MNT fix iterative imputer example's speed issue. #13379

adrinjalali · 2019-03-03T22:20:50Z

circleci fails due to the example being extremely slow (2e+5 secods!)

This fixes the issue, but the example still needs improvement to fix the warnings and maybe still improve the speed. It's far from ideal, but fixes the CI issue (I hope).

Resulting plot before the change:

Resulting plot after the change:

examples/impute/plot_iterative_imputer_variants_comparison.py

adrinjalali · 2019-03-04T12:08:50Z

Finally circleci is happy :)

qinhanmin2014 · 2019-03-04T12:42:42Z

circleci fails due to the example being extremely slow (2e+5 secods!)

FYI there's a successful build on master, this example takes 1.9e+02 sec (https://circleci.com/gh/scikit-learn/scikit-learn/50704).

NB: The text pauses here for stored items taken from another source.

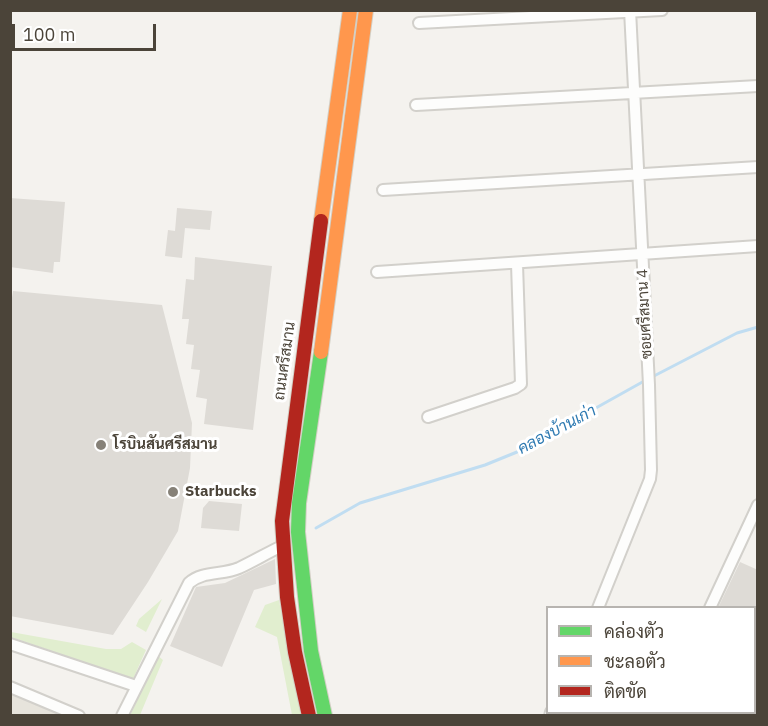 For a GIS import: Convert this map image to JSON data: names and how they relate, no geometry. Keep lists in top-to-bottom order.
{
  "streets": {
    "main road": ["ถนนศรีสมาน"],
    "street": ["ซอยศรีสมาน 4"]
  },
  "water": ["คลองบ้านเก่า"],
  "places": ["โรบินสันศรีสมาน", "Starbucks"],
  "legend": ["คล่องตัว", "ชะลอตัว", "ติดขัด"],
  "scale_bar": "100 m"
} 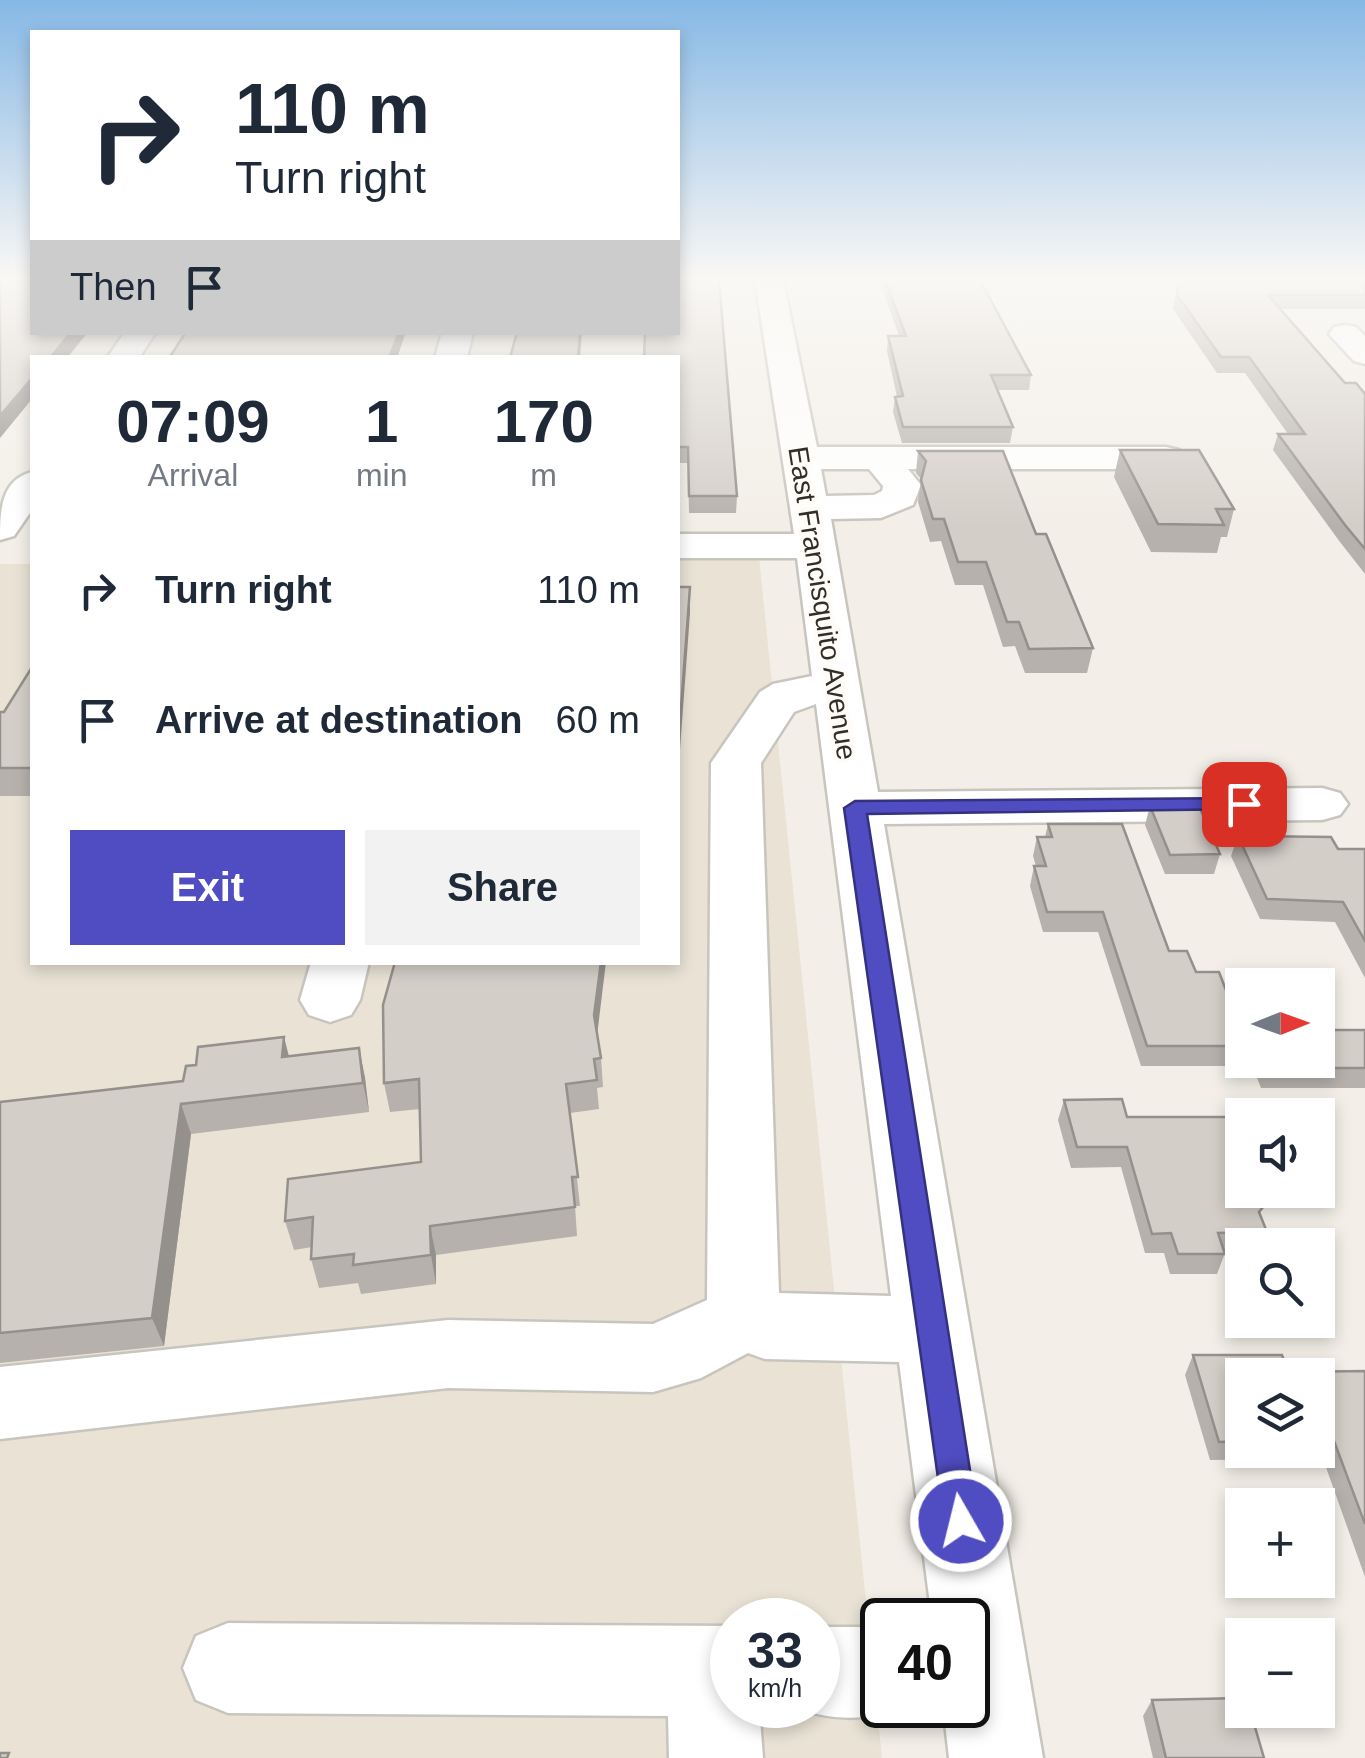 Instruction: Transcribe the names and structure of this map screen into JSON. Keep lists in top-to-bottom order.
{
  "streets": {
    "street": ["East Francisquito Avenue"]
  },
  "north": "right",
  "page": {
    "turn": ["110 m", "Turn right"],
    "then": "Then",
    "eta": [
      "07:09",
      "Arrival",
      "1",
      "min",
      "170",
      "m"
    ],
    "list": [
      {
        "name": "Turn right",
        "value": "110 m"
      },
      {
        "name": "Arrive at destination",
        "value": "60 m"
      }
    ],
    "buttons": ["Exit", "Share"],
    "map_buttons": ["+", "−"],
    "speed": "33 km/h",
    "limit": "40"
  }
} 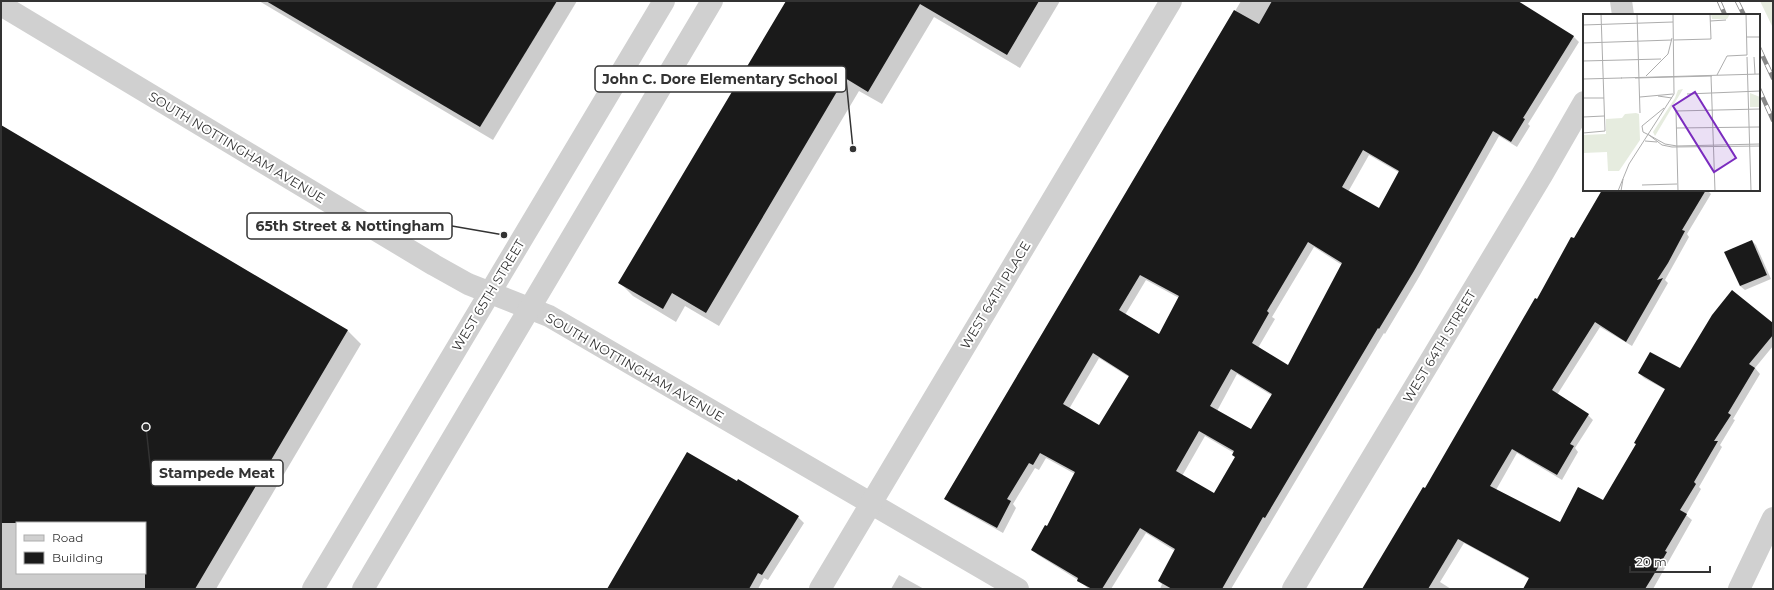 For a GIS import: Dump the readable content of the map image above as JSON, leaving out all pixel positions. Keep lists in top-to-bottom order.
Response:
{
  "streets": {
    "street": [
      "SOUTH NOTTINGHAM AVENUE",
      "WEST 65TH STREET",
      "WEST 64TH PLACE",
      "WEST 64TH STREET"
    ]
  },
  "crossings": [
    ["SOUTH NOTTINGHAM AVENUE", "WEST 65TH STREET"],
    ["SOUTH NOTTINGHAM AVENUE", "WEST 64TH PLACE"]
  ],
  "places": ["John C. Dore Elementary School", "65th Street & Nottingham", "Stampede Meat"],
  "legend": ["Road", "Building"],
  "scale_bar": "20 m"
}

I'm wondering whether this is the reason for the recent Circle CI failures.

Which part in this example is time-consuming? @adrinjalali

qinhanmin2014 · 2019-03-04T12:45:26Z

(Ignore the last part of the previous comment :))

And seems that current example is unable to demonstrate the advantages of IterativeImputer? @adrinjalali

ogrisel

I find the current plot weird: all the base estimators used with the IterativeImputer are collapsed together which causes very large error bars. I am pretty sure that this was not the intent of the author of this example.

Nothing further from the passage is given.